I stand up and look in the mirror. Electrodes on skull, temples, chin, chest, and legs. Wide cotton elastic bands around chest and ribs to monitor my sleep breathing. The tag on the side reads: Caution! Connect Inductoband To Basic Transducer Cable ONLY.

I am attached to a small box that I have to hold, bristling with wires of red, blue and green. All the patients have two-way speakers in their rooms and boy buddy is the first to nod off, his snoring booming over the lab speakers. In bed now, Amy attaches all my wires to the machines at the head of the bed, and fits a contraption round each ear and under my nose to monitor my breathing. Elmer calls from the lab.

“Rib band not working.”

Amy readjusts. Elmer calls again.

“Chest band not working”

And the two of them spend the next half an hour trying to get me online. Amy is frustrated.

“Room numbah three always headache. Maybe cursed.”

At last it is lights out, door closed. I don’t want to move for fear of loosening the gizmos.

Finally drift off but in comes chirpy Amy.

“Temples not transmitting. I look.”

Muttering over me to Elmer: “We trouble shooting now.”

They leave and half an hour later I drift off, only to wake up because I have to wee, damnit. Again I resist temptation, longing to suddenly screech Amy’s name into the speaker feeding into the quiet lab, making her hit the ceiling and stick, but in regular voice I say I have to pee.
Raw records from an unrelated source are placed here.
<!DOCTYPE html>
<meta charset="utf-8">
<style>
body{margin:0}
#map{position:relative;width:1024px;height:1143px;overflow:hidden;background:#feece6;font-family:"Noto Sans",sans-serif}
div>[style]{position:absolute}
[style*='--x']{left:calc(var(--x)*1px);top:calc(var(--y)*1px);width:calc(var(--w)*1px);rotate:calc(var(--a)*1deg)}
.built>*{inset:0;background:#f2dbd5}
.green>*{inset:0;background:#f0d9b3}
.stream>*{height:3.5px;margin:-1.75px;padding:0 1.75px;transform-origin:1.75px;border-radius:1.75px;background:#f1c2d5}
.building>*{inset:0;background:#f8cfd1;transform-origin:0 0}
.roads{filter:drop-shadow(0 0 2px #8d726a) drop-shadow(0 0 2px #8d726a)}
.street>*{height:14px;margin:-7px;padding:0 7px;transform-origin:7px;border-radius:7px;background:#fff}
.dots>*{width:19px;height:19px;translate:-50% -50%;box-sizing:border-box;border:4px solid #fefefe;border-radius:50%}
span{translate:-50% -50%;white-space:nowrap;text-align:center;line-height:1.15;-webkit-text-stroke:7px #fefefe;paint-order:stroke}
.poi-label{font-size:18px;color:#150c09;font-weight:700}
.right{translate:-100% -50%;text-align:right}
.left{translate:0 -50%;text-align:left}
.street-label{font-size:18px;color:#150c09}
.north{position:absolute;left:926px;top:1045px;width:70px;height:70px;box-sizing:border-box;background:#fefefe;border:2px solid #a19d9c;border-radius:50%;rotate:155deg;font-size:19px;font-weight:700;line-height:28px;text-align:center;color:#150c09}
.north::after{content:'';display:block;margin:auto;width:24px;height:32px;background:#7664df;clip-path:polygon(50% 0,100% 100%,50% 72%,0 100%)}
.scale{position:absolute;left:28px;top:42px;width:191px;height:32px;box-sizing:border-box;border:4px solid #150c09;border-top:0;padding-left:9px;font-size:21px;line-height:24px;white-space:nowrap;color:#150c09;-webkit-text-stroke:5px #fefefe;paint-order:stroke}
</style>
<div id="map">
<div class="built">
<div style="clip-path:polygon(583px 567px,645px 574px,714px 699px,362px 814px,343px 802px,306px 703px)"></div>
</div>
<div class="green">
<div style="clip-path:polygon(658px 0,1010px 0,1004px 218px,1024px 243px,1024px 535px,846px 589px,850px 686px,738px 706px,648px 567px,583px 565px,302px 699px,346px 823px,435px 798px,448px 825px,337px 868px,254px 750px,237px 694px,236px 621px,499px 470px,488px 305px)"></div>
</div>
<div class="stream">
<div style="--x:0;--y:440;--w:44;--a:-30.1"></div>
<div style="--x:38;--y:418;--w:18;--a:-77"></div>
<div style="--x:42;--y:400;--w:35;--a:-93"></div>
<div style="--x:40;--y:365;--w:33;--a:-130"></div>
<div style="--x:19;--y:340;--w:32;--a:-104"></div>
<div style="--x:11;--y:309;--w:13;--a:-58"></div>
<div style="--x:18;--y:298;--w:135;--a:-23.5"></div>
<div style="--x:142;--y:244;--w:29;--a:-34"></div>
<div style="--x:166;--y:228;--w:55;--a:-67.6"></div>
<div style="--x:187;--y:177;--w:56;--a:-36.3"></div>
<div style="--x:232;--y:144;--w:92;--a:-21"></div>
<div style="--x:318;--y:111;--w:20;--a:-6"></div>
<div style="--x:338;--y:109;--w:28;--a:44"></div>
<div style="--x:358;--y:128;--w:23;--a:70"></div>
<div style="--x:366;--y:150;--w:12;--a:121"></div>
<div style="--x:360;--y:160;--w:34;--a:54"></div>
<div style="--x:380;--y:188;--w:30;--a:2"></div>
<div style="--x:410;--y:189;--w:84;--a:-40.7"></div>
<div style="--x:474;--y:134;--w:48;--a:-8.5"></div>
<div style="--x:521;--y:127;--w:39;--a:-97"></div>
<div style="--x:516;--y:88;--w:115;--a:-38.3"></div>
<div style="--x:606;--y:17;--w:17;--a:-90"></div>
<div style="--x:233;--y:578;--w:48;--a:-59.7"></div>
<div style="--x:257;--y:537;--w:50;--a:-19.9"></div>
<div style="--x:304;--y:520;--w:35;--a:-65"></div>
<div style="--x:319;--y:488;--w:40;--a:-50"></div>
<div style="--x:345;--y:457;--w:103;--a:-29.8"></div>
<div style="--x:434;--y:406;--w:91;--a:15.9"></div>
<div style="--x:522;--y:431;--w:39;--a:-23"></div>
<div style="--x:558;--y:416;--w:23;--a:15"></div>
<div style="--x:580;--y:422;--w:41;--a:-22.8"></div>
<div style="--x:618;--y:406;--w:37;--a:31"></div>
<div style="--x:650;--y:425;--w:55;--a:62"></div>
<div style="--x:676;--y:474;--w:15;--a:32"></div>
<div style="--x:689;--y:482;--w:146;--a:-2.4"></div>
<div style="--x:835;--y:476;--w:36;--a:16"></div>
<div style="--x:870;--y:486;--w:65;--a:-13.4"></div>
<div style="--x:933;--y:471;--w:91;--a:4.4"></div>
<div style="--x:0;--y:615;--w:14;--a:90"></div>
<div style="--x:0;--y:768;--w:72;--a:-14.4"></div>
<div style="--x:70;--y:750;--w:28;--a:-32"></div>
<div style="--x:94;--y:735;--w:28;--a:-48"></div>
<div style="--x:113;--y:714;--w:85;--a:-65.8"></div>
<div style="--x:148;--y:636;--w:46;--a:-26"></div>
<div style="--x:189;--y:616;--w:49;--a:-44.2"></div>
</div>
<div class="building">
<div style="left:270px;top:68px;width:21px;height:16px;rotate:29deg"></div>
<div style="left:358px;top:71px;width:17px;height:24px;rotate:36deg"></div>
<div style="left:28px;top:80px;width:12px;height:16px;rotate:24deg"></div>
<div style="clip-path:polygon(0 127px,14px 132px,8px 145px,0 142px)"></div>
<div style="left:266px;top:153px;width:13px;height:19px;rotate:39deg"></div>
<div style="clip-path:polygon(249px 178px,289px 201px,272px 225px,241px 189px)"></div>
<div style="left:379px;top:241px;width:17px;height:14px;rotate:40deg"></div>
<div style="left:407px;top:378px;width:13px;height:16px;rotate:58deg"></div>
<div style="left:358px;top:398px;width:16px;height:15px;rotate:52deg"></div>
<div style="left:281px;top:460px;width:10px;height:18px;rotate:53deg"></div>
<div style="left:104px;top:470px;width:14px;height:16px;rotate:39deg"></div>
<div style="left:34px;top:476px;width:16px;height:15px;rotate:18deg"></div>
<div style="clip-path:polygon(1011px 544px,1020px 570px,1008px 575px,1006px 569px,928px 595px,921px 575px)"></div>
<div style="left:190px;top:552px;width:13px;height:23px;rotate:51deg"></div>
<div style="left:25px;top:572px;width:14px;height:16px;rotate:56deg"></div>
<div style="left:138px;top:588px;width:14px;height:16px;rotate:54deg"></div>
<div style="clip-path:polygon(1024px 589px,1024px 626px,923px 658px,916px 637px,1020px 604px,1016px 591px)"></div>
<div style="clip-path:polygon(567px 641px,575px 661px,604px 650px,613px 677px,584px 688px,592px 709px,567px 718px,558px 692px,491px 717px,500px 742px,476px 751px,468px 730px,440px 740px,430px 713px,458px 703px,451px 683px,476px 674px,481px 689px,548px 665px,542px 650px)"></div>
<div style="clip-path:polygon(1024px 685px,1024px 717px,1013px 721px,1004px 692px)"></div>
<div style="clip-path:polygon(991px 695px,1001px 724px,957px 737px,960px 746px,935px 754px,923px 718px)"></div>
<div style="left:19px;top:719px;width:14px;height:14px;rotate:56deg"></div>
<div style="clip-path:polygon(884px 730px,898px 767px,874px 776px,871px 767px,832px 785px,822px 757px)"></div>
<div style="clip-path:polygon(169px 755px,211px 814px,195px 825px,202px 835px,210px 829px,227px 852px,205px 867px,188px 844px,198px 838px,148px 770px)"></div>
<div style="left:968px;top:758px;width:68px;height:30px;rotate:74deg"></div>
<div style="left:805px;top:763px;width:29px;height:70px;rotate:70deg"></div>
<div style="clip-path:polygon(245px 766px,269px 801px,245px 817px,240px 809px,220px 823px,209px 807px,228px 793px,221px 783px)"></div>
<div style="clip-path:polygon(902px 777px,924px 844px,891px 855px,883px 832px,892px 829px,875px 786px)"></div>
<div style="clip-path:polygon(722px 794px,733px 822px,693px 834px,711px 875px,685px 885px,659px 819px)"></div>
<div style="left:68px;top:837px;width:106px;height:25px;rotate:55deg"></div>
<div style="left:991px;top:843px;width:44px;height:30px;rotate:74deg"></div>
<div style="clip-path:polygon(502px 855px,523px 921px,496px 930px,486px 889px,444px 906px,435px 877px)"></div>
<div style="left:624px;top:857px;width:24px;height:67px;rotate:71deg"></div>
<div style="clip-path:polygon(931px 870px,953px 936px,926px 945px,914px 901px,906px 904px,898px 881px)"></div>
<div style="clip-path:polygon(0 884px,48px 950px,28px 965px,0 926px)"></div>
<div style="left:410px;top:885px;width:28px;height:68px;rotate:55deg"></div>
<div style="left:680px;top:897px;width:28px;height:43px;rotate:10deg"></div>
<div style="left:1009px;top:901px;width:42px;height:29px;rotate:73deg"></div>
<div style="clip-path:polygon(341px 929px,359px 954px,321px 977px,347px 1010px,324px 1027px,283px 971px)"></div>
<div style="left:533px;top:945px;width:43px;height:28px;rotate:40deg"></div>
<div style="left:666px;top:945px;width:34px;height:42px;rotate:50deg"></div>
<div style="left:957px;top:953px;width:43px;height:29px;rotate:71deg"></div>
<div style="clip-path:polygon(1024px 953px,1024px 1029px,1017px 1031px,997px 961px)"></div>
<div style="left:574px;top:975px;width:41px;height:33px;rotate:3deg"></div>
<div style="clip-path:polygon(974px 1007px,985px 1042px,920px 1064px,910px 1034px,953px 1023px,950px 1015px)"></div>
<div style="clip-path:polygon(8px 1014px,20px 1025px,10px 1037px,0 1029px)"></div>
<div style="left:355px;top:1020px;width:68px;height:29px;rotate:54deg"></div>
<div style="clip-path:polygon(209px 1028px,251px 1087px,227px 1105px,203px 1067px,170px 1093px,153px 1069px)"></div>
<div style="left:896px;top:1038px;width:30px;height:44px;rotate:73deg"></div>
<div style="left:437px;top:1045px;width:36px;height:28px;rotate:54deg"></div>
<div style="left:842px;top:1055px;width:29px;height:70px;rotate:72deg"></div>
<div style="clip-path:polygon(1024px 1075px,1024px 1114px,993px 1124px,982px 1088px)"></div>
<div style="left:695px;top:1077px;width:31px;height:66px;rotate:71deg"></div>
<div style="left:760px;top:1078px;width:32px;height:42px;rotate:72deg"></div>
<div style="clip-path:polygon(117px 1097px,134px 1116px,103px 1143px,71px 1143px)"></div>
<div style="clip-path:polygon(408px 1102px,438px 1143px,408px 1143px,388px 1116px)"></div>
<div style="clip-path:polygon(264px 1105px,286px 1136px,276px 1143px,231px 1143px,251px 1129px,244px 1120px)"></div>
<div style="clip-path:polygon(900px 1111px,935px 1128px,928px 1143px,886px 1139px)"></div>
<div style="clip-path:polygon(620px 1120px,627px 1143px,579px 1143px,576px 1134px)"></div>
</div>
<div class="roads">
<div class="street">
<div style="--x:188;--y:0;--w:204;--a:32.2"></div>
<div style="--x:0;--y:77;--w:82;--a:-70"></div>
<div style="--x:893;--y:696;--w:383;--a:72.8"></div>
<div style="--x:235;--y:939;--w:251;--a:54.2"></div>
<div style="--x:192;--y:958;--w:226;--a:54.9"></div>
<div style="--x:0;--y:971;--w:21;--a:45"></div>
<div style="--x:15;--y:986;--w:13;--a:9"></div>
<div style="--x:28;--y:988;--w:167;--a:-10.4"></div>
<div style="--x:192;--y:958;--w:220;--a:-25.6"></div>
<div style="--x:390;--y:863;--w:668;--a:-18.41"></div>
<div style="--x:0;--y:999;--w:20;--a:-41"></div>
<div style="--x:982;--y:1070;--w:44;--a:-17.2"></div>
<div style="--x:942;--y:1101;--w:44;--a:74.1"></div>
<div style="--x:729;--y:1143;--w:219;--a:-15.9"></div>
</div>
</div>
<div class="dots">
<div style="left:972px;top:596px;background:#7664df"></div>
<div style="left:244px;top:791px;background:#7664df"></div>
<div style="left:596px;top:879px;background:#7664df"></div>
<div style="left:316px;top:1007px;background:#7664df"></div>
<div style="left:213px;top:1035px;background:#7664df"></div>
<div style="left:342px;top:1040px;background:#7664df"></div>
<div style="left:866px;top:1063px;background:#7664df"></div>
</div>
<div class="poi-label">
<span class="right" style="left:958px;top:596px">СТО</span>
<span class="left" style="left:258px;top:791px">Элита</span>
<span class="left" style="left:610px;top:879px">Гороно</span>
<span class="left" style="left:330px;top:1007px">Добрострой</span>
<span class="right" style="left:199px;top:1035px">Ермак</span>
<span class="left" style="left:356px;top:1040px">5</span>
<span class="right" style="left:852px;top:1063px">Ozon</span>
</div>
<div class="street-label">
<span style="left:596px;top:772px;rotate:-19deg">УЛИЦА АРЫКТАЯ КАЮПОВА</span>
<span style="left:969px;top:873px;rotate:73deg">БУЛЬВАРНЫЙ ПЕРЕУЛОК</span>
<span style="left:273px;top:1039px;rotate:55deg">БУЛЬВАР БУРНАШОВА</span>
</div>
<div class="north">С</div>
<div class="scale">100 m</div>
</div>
She responds at once, unhooks me and I stagger down the surreal office hallway in G’s plaid pajamas, covered in electrodes and half conscious.

Back in the room I take another 30 tedious minutes to conk out. Five hours later, soft knock and I’m up and in the lab chair, Amy’s fingers poised over the first of many tape squares on my face.

“You wannit fast or slow?”

“Oh God – too early for fast. Slow, please slow..”

The painful peeling commences and I feel- for the first time- the stirrings of pique. Into my clothes and cross legged on bed I fill out the final questionnaire: How Do You Feel – RIGHT NOW? asks the innocent page, the answers ascending from”not at all” to “extremely.” Irritated? Sad? Feel like smashing something? Do you want to injure someone? Grimly, I check off “extremely” all the way down the page and then bark at Elmer to call me a cab. The driver looks me over as I collapse onto the back seat, taking in my smeared makeup, my hair matted with suspicious whitish goop.

“Just getting off work?”

“Just drive” I snarl, and close my eyes, grateful for once to the darkness of the Spring morning.